Subtle As A Hurricane 2 kids; Texas 4131 posts
8th Nov '12

It sounds to me like you need to decide if you want to continue with your marriage or get a divorce and get back together with your ex. If you know you will never be happy with your husband, end it now. The longer you drag it out, the worse it will be. Whatever you decide, good luck.

BG Secrets Arizona 4906 posts
8th Nov '12
Quoting *Turtles*:" Why are you still with your SO then?"


because i want my daughter to have both of her parents in her life. because i do love him, even though most of you probably won't believe that. this is tearing me apart and i wish i could make it all go away.

Turd Ferguson Bangkok, Thailand 4583 posts
8th Nov '12
Quoting BG Secrets:" i know, and i feel absolutely horrible about it. :( i've thought about what you said. maybe i'm idealizing ... [snip!] ... i'm idealizing him and vice versa. i don't know. i really wish i could get over him. truly, i do, but it's not that simple."


Take it from me. I spent a great deal of my time romanticizing a relationship I had when I was 19. He was in another state. We met a few times to be together. On my 25th birthday he showed up on my doorstop. I was excited, shocked, nervous, and at the end of the day not in love. Thank goodness I didn't have to make the decision you are. But I can confirm what I said to be true, for me atleast.

user banned 4 kids; Mueang Phuket, Thailand 30487 posts
8th Nov '12
Quoting BG Secrets:" because i want my daughter to have both of her parents in her life. because i do love him, even though ... [snip!] ... love him, even though most of you probably won't believe that. this is tearing me apart and i wish i could make it all go away."


can you and your husband try and go out and be all romantic and hopefully take your mind off him?

SpaceCowgirl Due December 21; 3 kids; Oregon 20240 posts
8th Nov '12

Do you want it to be more than an emotional affair? Or is this more of a crush?

Baby B<3 1 angel baby; 16167 posts
8th Nov '12
Quoting BG Secrets:" because i want my daughter to have both of her parents in her life. because i do love him, even though ... [snip!] ... love him, even though most of you probably won't believe that. this is tearing me apart and i wish i could make it all go away."

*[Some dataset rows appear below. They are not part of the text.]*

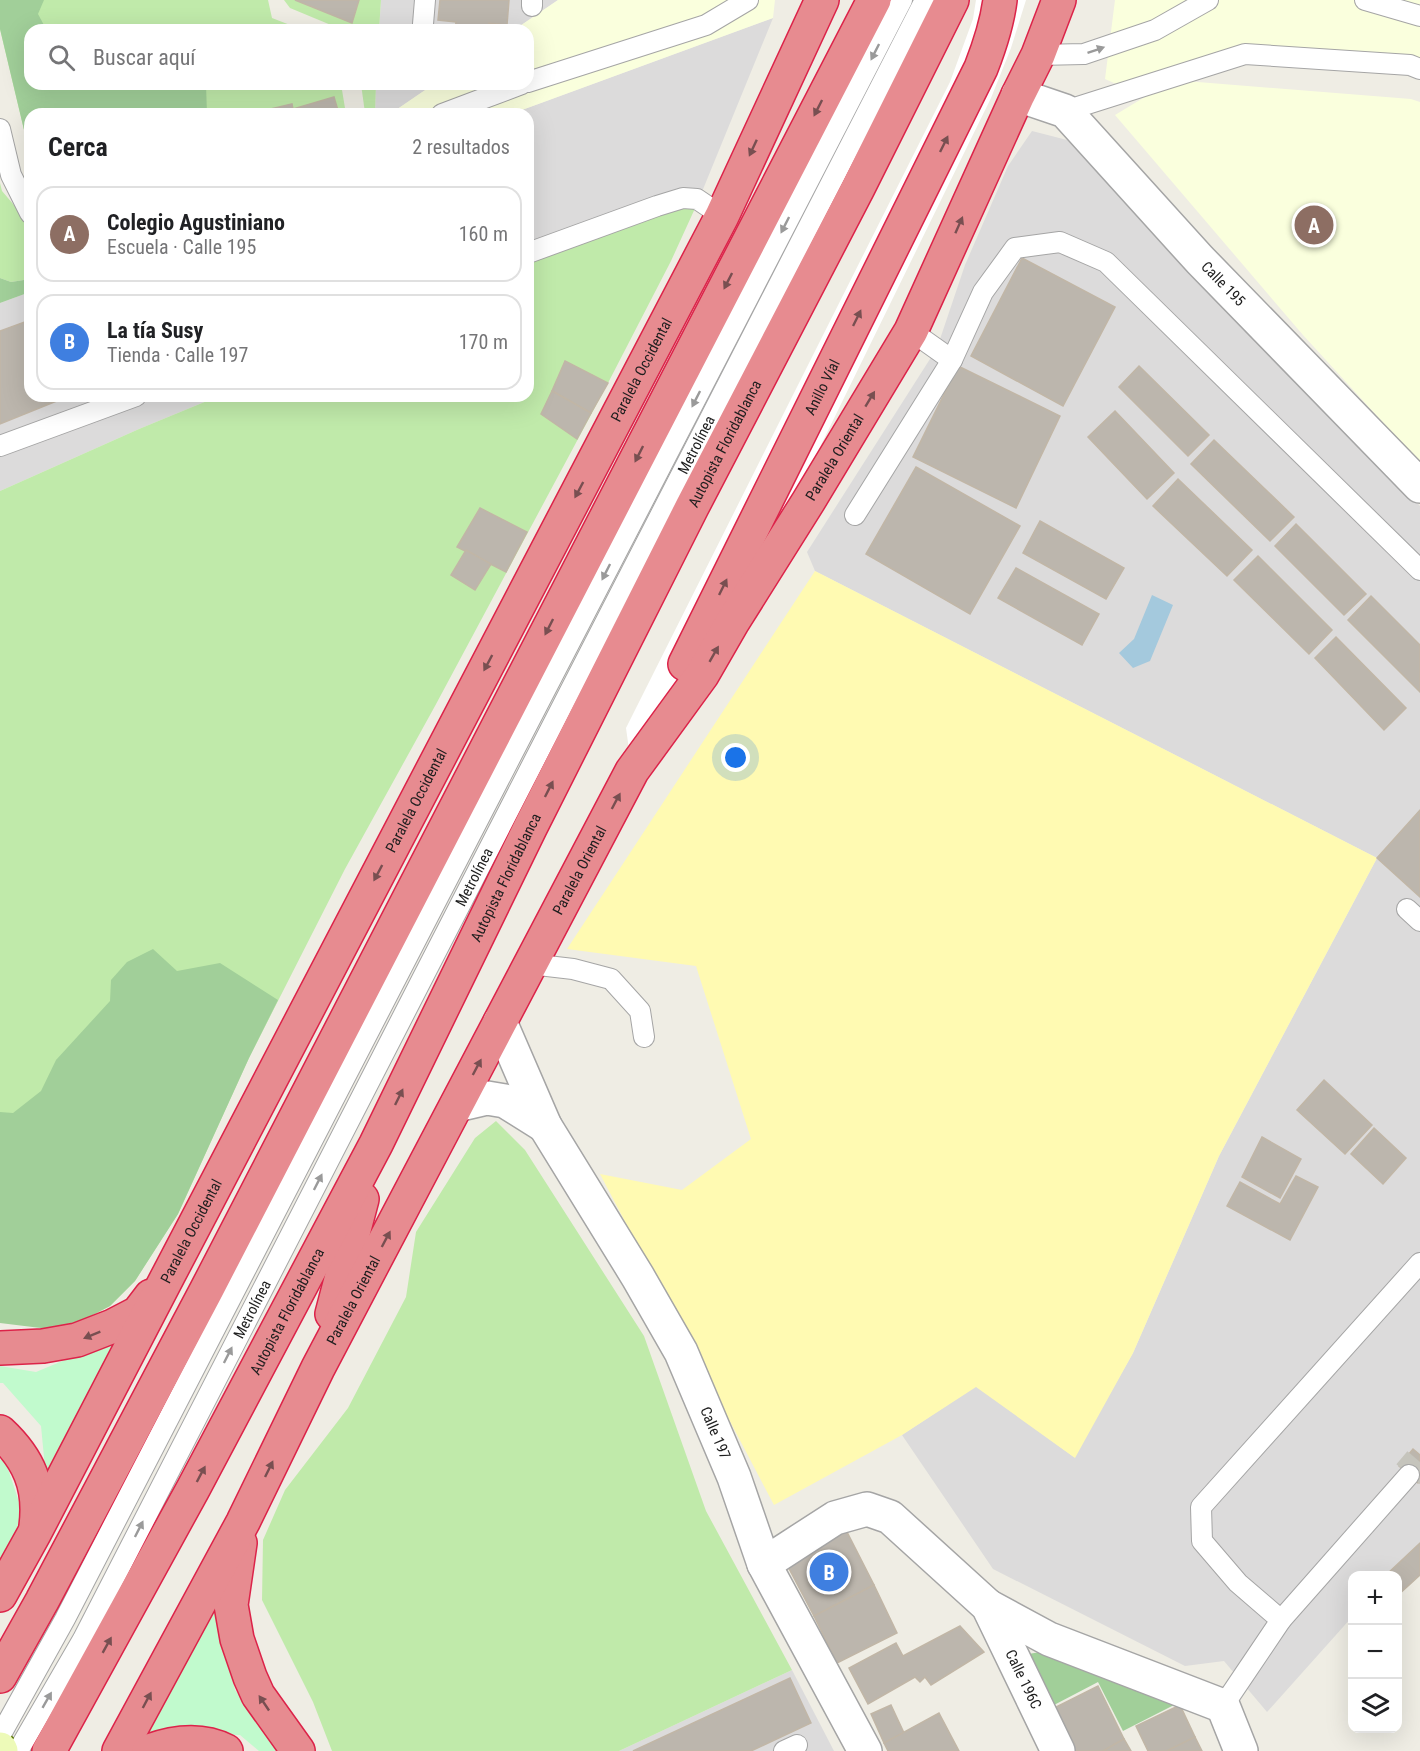 <!DOCTYPE html>
<html lang="es">
<meta charset="utf-8">
<style>
body{margin:0;font-family:"Roboto Condensed",sans-serif;background:#f2f2f2;color:#202124}
.controls{position:absolute;right:18px;bottom:18px;display:grid;overflow:hidden;border-radius:12px;box-shadow:0 6px 24px #0002}
.controls button{width:54px;height:54px;display:grid;place-items:center;padding:0;border:0;border-bottom:2px solid #e0e0e0;background:#fff;color:#202124;font:30px sans-serif}
.you{position:absolute;left:736px;top:758px;width:21px;height:21px;margin:-15px;border:4px solid #fff;border-radius:50%;background:#1a73e8;box-shadow:0 0 0 9px #1a73e833}
.badge{display:grid;place-items:center;width:39px;height:39px;border-radius:50%;background:#cc1c00;color:#fff;font-size:20px;font-weight:700}
.pin{position:absolute;translate:-50% -50%;border:3px solid #fff;box-shadow:0 2px 6px #0006}
.list{margin:0;padding:0;list-style:none}
h2{display:flex;justify-content:space-between;align-items:center;height:78px;margin:0;padding:0 24px;font-size:26px}
h2 small{font-size:20px;font-weight:400;color:#757577}
.list li{display:grid;grid-template-columns:39px 1fr auto;gap:18px;align-items:center;box-sizing:border-box;height:96px;margin:0 12px 12px;padding:0 12px;border:2px solid #e0e0e0;border-radius:18px}
.list b{display:block;font-size:22px;white-space:nowrap}
.list p{margin:0;font-size:20px;white-space:nowrap;color:#757577}
.list em{font-size:20px;font-style:normal;color:#757577}
.icon{flex:none;width:33px;height:33px;fill:none;stroke:currentColor;stroke-width:2;stroke-linecap:round;stroke-linejoin:round}
.map{position:relative;flex:none;width:1420px;height:1751px;overflow:hidden}
.search{position:absolute;background:#fff;box-shadow:0 6px 24px #0002;left:24px;top:24px;width:510px;height:66px;display:flex;align-items:center;gap:15px;box-sizing:border-box;padding:0 21px;border-radius:18px;color:#757577;font-size:22px}
.panel{position:absolute;background:#fff;box-shadow:0 6px 24px #0002;left:24px;top:108px;width:510px;height:294px;border-radius:18px}
.map>svg:first-child{display:block}
</style>
<div class="map">
<svg width="1420" height="1751" viewBox="0 0 1420 1751">
<rect width="100%" height="100%" fill="#efede4"/>
<g fill="#dcdbdb">
<polygon points="381,0 558,0 514,30 379,30"/>
<polygon points="773,18 697,204 575,243 528,265 528,114 511,114"/>
<polygon points="376,84 434,84 390,114 375,114"/>
<polygon points="1032,131 1067,140 1420,506 1420,1542 1390,1575 1352,1576 1352,1617 1267,1712 1224,1661 1185,1666 993,1569 902,1435 976,1386 1074,1457 1133,1353 1219,1156 1377,858 815,571 807,552 937,348 965,265 1008,166"/>
<polygon points="30,292 30,396 219,396 139,429 0,491 0,303"/>
<polygon points="792,1670 834,1751 619,1751"/>
</g>
<g fill="#faffdd">
<polygon points="558,0 775,0 773,18 511,114 390,114 434,84 528,84 528,30 514,30"/>
<polygon points="1115,0 1420,0 1420,69 1245,54 1130,90 1105,79"/>
<polygon points="1173,80 1411,99 1420,102 1420,463 1303,335 1115,115"/>
</g>
<g fill="#c0eaaa">
<polygon points="0,0 268,0 272,18 303,30 30,30 30,84 341,84 346,114 30,114 30,155 0,29"/>
<polygon points="284,0 381,0 379,30 343,30 290,8"/>
<polygon points="361,84 376,84 375,114 365,113"/>
<polygon points="0,183 2,191 30,224 30,279 11,282 0,278"/>
<polygon points="697,204 671,261 608,383 435,706 345,869 249,1058 178,1214 135,1281 110,1306 83,1320 0,1323 0,491 139,429 219,396 528,396 528,265 575,243 638,220"/>
<polygon points="496,1121 525,1150 644,1336 706,1511 792,1670 619,1751 332,1751 313,1702 262,1600 263,1540 285,1490 348,1408 406,1297 416,1232 475,1138"/>
</g>
<g fill="#a1cf99">
<polygon points="0,0 44,0 38,14 45,27 60,30 30,30 30,84 206,84 207,114 30,114 30,155 0,29"/>
<polygon points="0,278 11,282 30,279 30,292 0,303"/>
<polygon points="153,949 177,971 220,963 278,1000 249,1058 178,1214 135,1281 110,1306 83,1320 57,1330 0,1323 0,1112 13,1113 41,1091 56,1060 110,1001 111,980 127,962"/>
<polygon points="1059,1649 1176,1704 1123,1731 1098,1682 1033,1716 1004,1658"/>
</g>
<polygon fill="#fffab2" points="815,571 1377,858 1219,1156 1133,1353 1075,1458 976,1387 902,1435 774,1505 600,1174 682,1190 751,1139 696,966 567,949"/>
<g fill="#c1facd">
<polygon points="120,1343 46,1478 41,1426 3,1383 0,1383 0,1366 36,1372 84,1352"/>
<polygon points="0,1459 6,1463 23,1514 3,1564 0,1566"/>
<polygon points="221,1594 224,1637 235,1690 283,1751 259,1751 240,1735 182,1733 129,1750"/>
</g>
<polygon fill="#a4c9dd" points="1152,595 1173,605 1150,661 1133,668 1119,653 1134,639"/>
<polygon fill="#fff" points="976,0 1026,0 1011,48 991,98 818,451 632,771 626,728 950,82 973,19"/>
<g fill="#bcb6ad" stroke="#c1b6a6" stroke-width="1.5">
<polygon points="295,0 359,0 352,23"/>
<polygon points="440,0 509,0 507,25 489,23 488,30 455,30 456,22 438,20"/>
<polygon points="334,97 339,114 294,114 293,109"/>
<polygon points="292,104 294,114 263,114 262,111"/>
<polygon points="1022,258 1115,307 1063,406 971,356"/>
<polygon points="30,320 30,396 69,396 0,424 0,331"/>
<polygon points="565,361 608,383 591,413 552,391"/>
<polygon points="958,366 1060,416 1016,508 913,457"/>
<polygon points="1139,366 1209,435 1188,456 1119,387"/>
<polygon points="552,391 591,413 577,439 541,414"/>
<polygon points="1115,411 1174,473 1147,499 1088,437"/>
<polygon points="1214,440 1294,517 1270,541 1191,464"/>
<polygon points="916,467 1020,526 970,614 866,554"/>
<polygon points="1178,479 1252,550 1227,576 1153,506"/>
<polygon points="480,508 527,532 506,572 457,547"/>
<polygon points="1040,521 1124,568 1106,599 1023,553"/>
<polygon points="1296,524 1366,594 1344,615 1275,546"/>
<polygon points="466,550 491,564 475,590 451,575"/>
<polygon points="1258,556 1332,630 1309,654 1234,580"/>
<polygon points="1016,568 1099,614 1082,645 998,598"/>
<polygon points="1371,596 1420,645 1420,692 1348,620"/>
<polygon points="1336,637 1406,708 1384,730 1315,658"/>
<polygon points="1420,810 1420,897 1377,858"/>
<polygon points="1324,1080 1372,1125 1345,1154 1297,1110"/>
<polygon points="1374,1128 1406,1158 1383,1184 1351,1154"/>
<polygon points="1262,1137 1301,1159 1280,1198 1242,1177"/>
<polygon points="1296,1176 1318,1187 1290,1240 1227,1206 1240,1182 1280,1204"/>
<polygon points="1413,1449 1420,1455 1420,1481 1418,1483 1399,1466"/>
<polygon points="844,1526 874,1585 814,1616 784,1559"/>
<polygon points="1420,1543 1420,1575 1398,1595 1398,1576 1385,1576"/>
<polygon points="874,1585 897,1633 837,1663 814,1616"/>
<polygon points="960,1626 984,1652 931,1685 925,1677 920,1682 915,1677 868,1704 849,1668 896,1643 903,1656"/>
<polygon points="790,1678 811,1723 751,1751 633,1751"/>
<polygon points="1098,1686 1124,1739 1103,1751 1065,1751 1044,1713"/>
<polygon points="891,1705 904,1733 884,1743 871,1714"/>
<polygon points="1180,1705 1195,1737 1167,1751 1148,1751 1136,1726"/>
<polygon points="939,1713 959,1751 888,1751 884,1743"/>
<polygon points="1195,1737 1202,1751 1167,1751"/>
<polygon points="1124,1739 1131,1751 1103,1751"/>
</g>
<g fill="none" stroke-linecap="round" stroke-linejoin="round">
<polyline stroke="#c5c4bc" stroke-width="33" stroke-dasharray="33 16" stroke-linecap="butt" points="1409,1475 1420,1462"/>
<g stroke="#a5a5a5" stroke-width="22">
<g id="lane">
<polyline points="1365,0 1420,16"/>
<polyline points="532,6 532,0"/>
<polyline points="423,24 425,0"/>
<polyline points="1038,55 1084,54 1155,30 1208,0"/>
<polyline points="528,82 706,25 748,0"/>
<polyline points="1065,111 1245,54 1410,65 1420,69"/>
<polyline points="442,114 522,84"/>
<polyline points="0,129 11,175 30,213"/>
<polyline points="528,253 657,206 683,198 697,199 722,216"/>
<polyline points="911,331 952,360"/>
<polyline points="0,446 136,396"/>
<polyline points="855,515 952,360 983,292 1015,248 1060,242 1106,262 1420,570"/>
<polyline points="1407,909 1420,921"/>
<polyline points="530,964 573,969 611,979 640,1011 644,1037"/>
<polyline points="1281,1620 1409,1475"/>
<polyline points="1223,1706 1281,1620 1238,1583 1202,1541 1201,1507 1420,1263"/>
<polyline points="0,1736 65,1619 902,0"/>
<path id="s1" d="M18 1751 83 1639 925 0"/>
<polyline points="784,1751 797,1745"/>
</g>
</g>
<g stroke="#a5a5a5" stroke-width="36">
<g id="street">
<path id="s2" d="M1018 95 1065 111 1200 260 1420 486"/>
<path id="s3" d="M500 1022 545 1126 638 1277 681 1352 734 1477 764 1564 865 1751"/>
<polyline points="457,1105 487,1098 505,1101 545,1126"/>
<path id="s4" d="M764 1564 835 1518 867 1509 890 1517 988 1606 1058 1751"/>
<polyline points="988,1606 1049,1639 1223,1706 1241,1751"/>
</g>
</g>
<g stroke="#5a7604" stroke-width="36">
<polyline id="secondary" points="0,1749 1,1751"/>
</g>
<g stroke="#dc2349" stroke-width="36">
<g id="highway">
<path id="s5" d="M685 664 981 68C990 45 997 24 1000 0"/>
<polyline points="332,1314 362,1199"/>
<polyline points="0,1348 43,1346 77,1340 113,1326 138,1313 151,1296"/>
<path d="M0 1432C29 1459 41 1487 36 1526"/>
<polyline points="240,1543 231,1605 237,1639 250,1677 258,1695 298,1751"/>
<path id="s6" d="M0 1595 35 1532 169 1274 722 216 822 0"/>
<polyline points="0,1676 42,1601 206,1291 874,0"/>
<path id="s7" d="M49 1751 193 1489 376 1144 530 828 692 507 858 188 952 0"/>
<path id="s8" d="M119 1751 243 1522 318 1368 632 771 702 675 732 623 808 502 911 331 1018 95 1038 55 1059 0"/>
<path d="M149 1751C174 1742 201 1738 226 1751"/>
</g>
</g>
<use href="#lane" stroke="#fff" stroke-width="20"/>
<use href="#street" stroke="#fff" stroke-width="33"/>
<use href="#secondary" stroke="#edfab8" stroke-width="33"/>
<use href="#highway" stroke="#e78b90" stroke-width="33"/>
</g>
<defs><path id="oneway-solid" d="M-6-.8H1V-3.2L6.5 0L1 3.2V.8H-6Z" transform="scale(1.5)"/></defs>
<g fill="#9a9a9a">
<use href="#oneway-solid" transform="translate(1096 50) rotate(-19)"/>
<use href="#oneway-solid" transform="translate(875 52) rotate(117)"/>
<use href="#oneway-solid" transform="translate(785 225) rotate(117)"/>
<use href="#oneway-solid" transform="translate(696 399) rotate(117)"/>
<use href="#oneway-solid" transform="translate(606 572) rotate(117)"/>
<use href="#oneway-solid" transform="translate(318 1182) rotate(-63)"/>
<use href="#oneway-solid" transform="translate(228 1355) rotate(-63)"/>
<use href="#oneway-solid" transform="translate(139 1529) rotate(-63)"/>
<use href="#oneway-solid" transform="translate(47 1700) rotate(-60)"/>
</g>
<g fill="#784f51">
<use href="#oneway-solid" transform="translate(818 108) rotate(117)"/>
<use href="#oneway-solid" transform="translate(944 144) rotate(-64)"/>
<use href="#oneway-solid" transform="translate(753 148) rotate(115)"/>
<use href="#oneway-solid" transform="translate(959 225) rotate(-66)"/>
<use href="#oneway-solid" transform="translate(728 281) rotate(117)"/>
<use href="#oneway-solid" transform="translate(857 318) rotate(-64)"/>
<use href="#oneway-solid" transform="translate(870 399) rotate(-59)"/>
<use href="#oneway-solid" transform="translate(639 454) rotate(117)"/>
<use href="#oneway-solid" transform="translate(579 490) rotate(118)"/>
<use href="#oneway-solid" transform="translate(723 587) rotate(-64)"/>
<use href="#oneway-solid" transform="translate(549 627) rotate(117)"/>
<use href="#oneway-solid" transform="translate(714 654) rotate(-60)"/>
<use href="#oneway-solid" transform="translate(488 663) rotate(118)"/>
<use href="#oneway-solid" transform="translate(549 789) rotate(-63)"/>
<use href="#oneway-solid" transform="translate(616 801) rotate(-62)"/>
<use href="#oneway-solid" transform="translate(378 873) rotate(118)"/>
<use href="#oneway-solid" transform="translate(477 1067) rotate(-62)"/>
<use href="#oneway-solid" transform="translate(399 1097) rotate(-64)"/>
<use href="#oneway-solid" transform="translate(386 1239) rotate(-62)"/>
<use href="#oneway-solid" transform="translate(92 1335) rotate(158)"/>
<use href="#oneway-solid" transform="translate(269 1469) rotate(-64)"/>
<use href="#oneway-solid" transform="translate(201 1474) rotate(-62)"/>
<use href="#oneway-solid" transform="translate(107 1645) rotate(-61)"/>
<use href="#oneway-solid" transform="translate(147 1700) rotate(-62)"/>
<use href="#oneway-solid" transform="translate(264 1703) rotate(-124)"/>
</g>
<g text-anchor="middle" dominant-baseline="central" stroke-width="6" stroke-linejoin="round" paint-order="stroke">
<g font-size="15" fill="#1e1e1e" stroke="#fff">
<text stroke="none"><textPath href="#s2" startOffset="284">Calle 195</textPath></text>
<text stroke="none"><textPath href="#s6" startOffset="1383">Paralela Occidental</textPath></text>
<text stroke="none"><textPath href="#s5" startOffset="309">Anillo Víal</textPath></text>
<text stroke="none"><textPath href="#s7" startOffset="1472">Autopista Floridablanca</textPath></text>
<text stroke="none"><textPath href="#s1" startOffset="1472">Metrolínea</textPath></text>
<text stroke="none"><textPath href="#s8" startOffset="1480">Paralela Oriental</textPath></text>
<text stroke="none"><textPath href="#s6" startOffset="897">Paralela Occidental</textPath></text>
<text stroke="none"><textPath href="#s8" startOffset="994">Paralela Oriental</textPath></text>
<text stroke="none"><textPath href="#s1" startOffset="986">Metrolínea</textPath></text>
<text stroke="none"><textPath href="#s7" startOffset="986">Autopista Floridablanca</textPath></text>
<text stroke="none"><textPath href="#s6" startOffset="411">Paralela Occidental</textPath></text>
<text stroke="none"><textPath href="#s8" startOffset="508">Paralela Oriental</textPath></text>
<text stroke="none"><textPath href="#s1" startOffset="500">Metrolínea</textPath></text>
<text stroke="none"><textPath href="#s7" startOffset="500">Autopista Floridablanca</textPath></text>
<text stroke="none"><textPath href="#s3" startOffset="465">Calle 197</textPath></text>
<text stroke="none"><textPath href="#s4" startOffset="356">Calle 196C</textPath></text>
</g>
</g>
</svg>
<div class="controls">
<button>+</button>
<button>−</button>
<button><svg class="icon" aria-label="layers" viewBox="0 0 24 24"><path d="M12 4l9 5-9 5-9-5zM3 14l9 5 9-5"/></svg></button>
</div>
<div class="you"></div>
<div class="pin badge" style="left:1314px;top:225px;background:#8d6e63">A</div>
<div class="pin badge" style="left:829px;top:1572px;background:#3f7fe0">B</div>
<div class="search"><svg class="icon" aria-label="search" viewBox="0 0 24 24"><circle cx="10" cy="10" r="6"/><path d="M15 15l6 6"/></svg>Buscar aquí</div>
<section class="panel">
<h2>Cerca<small>2 resultados</small></h2>
<ul class="list">
<li><span class="badge" style="background:#8d6e63">A</span><div><b>Colegio Agustiniano</b><p>Escuela · Calle 195</p></div><em>160 m</em></li>
<li><span class="badge" style="background:#3f7fe0">B</span><div><b>La tía Susy</b><p>Tienda · Calle 197</p></div><em>170 m</em></li>
</ul>
</section>
</div>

Well if you love this other guy and you love him. I am just going to put it this way if you love your husband enough let him go, he deserves better then staying in a unhappy marriage. You daughter can have both parents in her life. You have to understand that although it is great to have both parents being together in her life, its not always the best thing for her. She can have you both in her life and you guys not be together because you have to think about her best interest if your not happy, she's not happy.

*Turtles* 2 kids; Someplace, UT, United States 6093 posts
8th Nov '12
Quoting BG Secrets:" because i want my daughter to have both of her parents in her life. because i do love him, even though ... [snip!] ... love him, even though most of you probably won't believe that. this is tearing me apart and i wish i could make it all go away."

You either need to divorce your SO & be with your ex or you can forget about the ex and move on.

BG Secrets Arizona 4906 posts
8th Nov '12
Quoting ☮ Phuket:" can you and your husband try and go out and be all romantic and hopefully take your mind off him?"


he's not the romantic type. never has been. we "took a break" about 2 years ago, because i didn't feel like i loved him anymore. he stepped it up for awhile and did some cheesy, romantic stuff, but that was short-lived. i know he cares about me more than i deserve and i don't want to lose him. i'm so freaking confused! i could tell my ex to eff off, but those feelings will still be there.

BG Secrets Arizona 4906 posts
8th Nov '12
Quoting *Turtles*:" You either need to divorce your SO & be with your ex or you can forget about the ex and move on."


i've been trying to do that for 8 years. i wish it were that simple.

user banned 3 kids; Portland, Michigan 15675 posts
8th Nov '12
Quoting Turd Ferguson:" In my opinion the amount of growing up that is done between 18 and say 26 isn't worth finding out that ... [snip!] ... knew back then. It's easy for our mind to remember people the way we want to. You're breaking your husbands heart right now."


:!:

user banned 3 kids; Los Angeles, California 54034 posts
8th Nov '12

All this true love stuff is juvenile and hoaky. We can have many true loves in our lives that serve different purposes. Your ex served his purpose and your husband serves his. It may not be the intense puppy love you had withyour ex-but that doesn't last forever. Most functional relationships AREN'T like that as we mature.

user banned 4 kids; Mueang Phuket, Thailand 30487 posts
8th Nov '12
Quoting BG Secrets:" he's not the romantic type. never has been. we "took a break" about 2 years ago, because i didn't feel ... [snip!] ... and i don't want to lose him. i'm so freaking confused! i could tell my ex to eff off, but those feelings will still be there."



maybe if you just cut him out.. and just go on with life, eventually it will go away.


this kinda reminds me of the notebook in a way ya know.. if i had a "noah" i wouldnt want to lose him thats for sure.

Katie[ღ]Siℓas 17 kids; Grand Haven, Michigan 2071 posts
8th Nov '12
Quoting Turd Ferguson:" In my opinion the amount of growing up that is done between 18 and say 26 isn't worth finding out that ... [snip!] ... knew back then. It's easy for our mind to remember people the way we want to. You're breaking your husbands heart right now."


So much this. I'm still in love with my first love, my first real boyfriend, the first guy I lost my virginity to. But, I'm mature enough to realize that I'm not really in love with that guy, I'm in love with who he used to be, I'm in love with the thought of who he used to be. I still dream about him. We've both grown up and we both have our own lives and I know for a fact he want's nothing to do with me and even if he did, I wouldn't risk fucking up my current relationship with my fiance who I am also deeply in love with just to see if my ex is the same guy he used to be, and I'm willing to bet he's completely different now based just on how much I've changed since then. You never really know.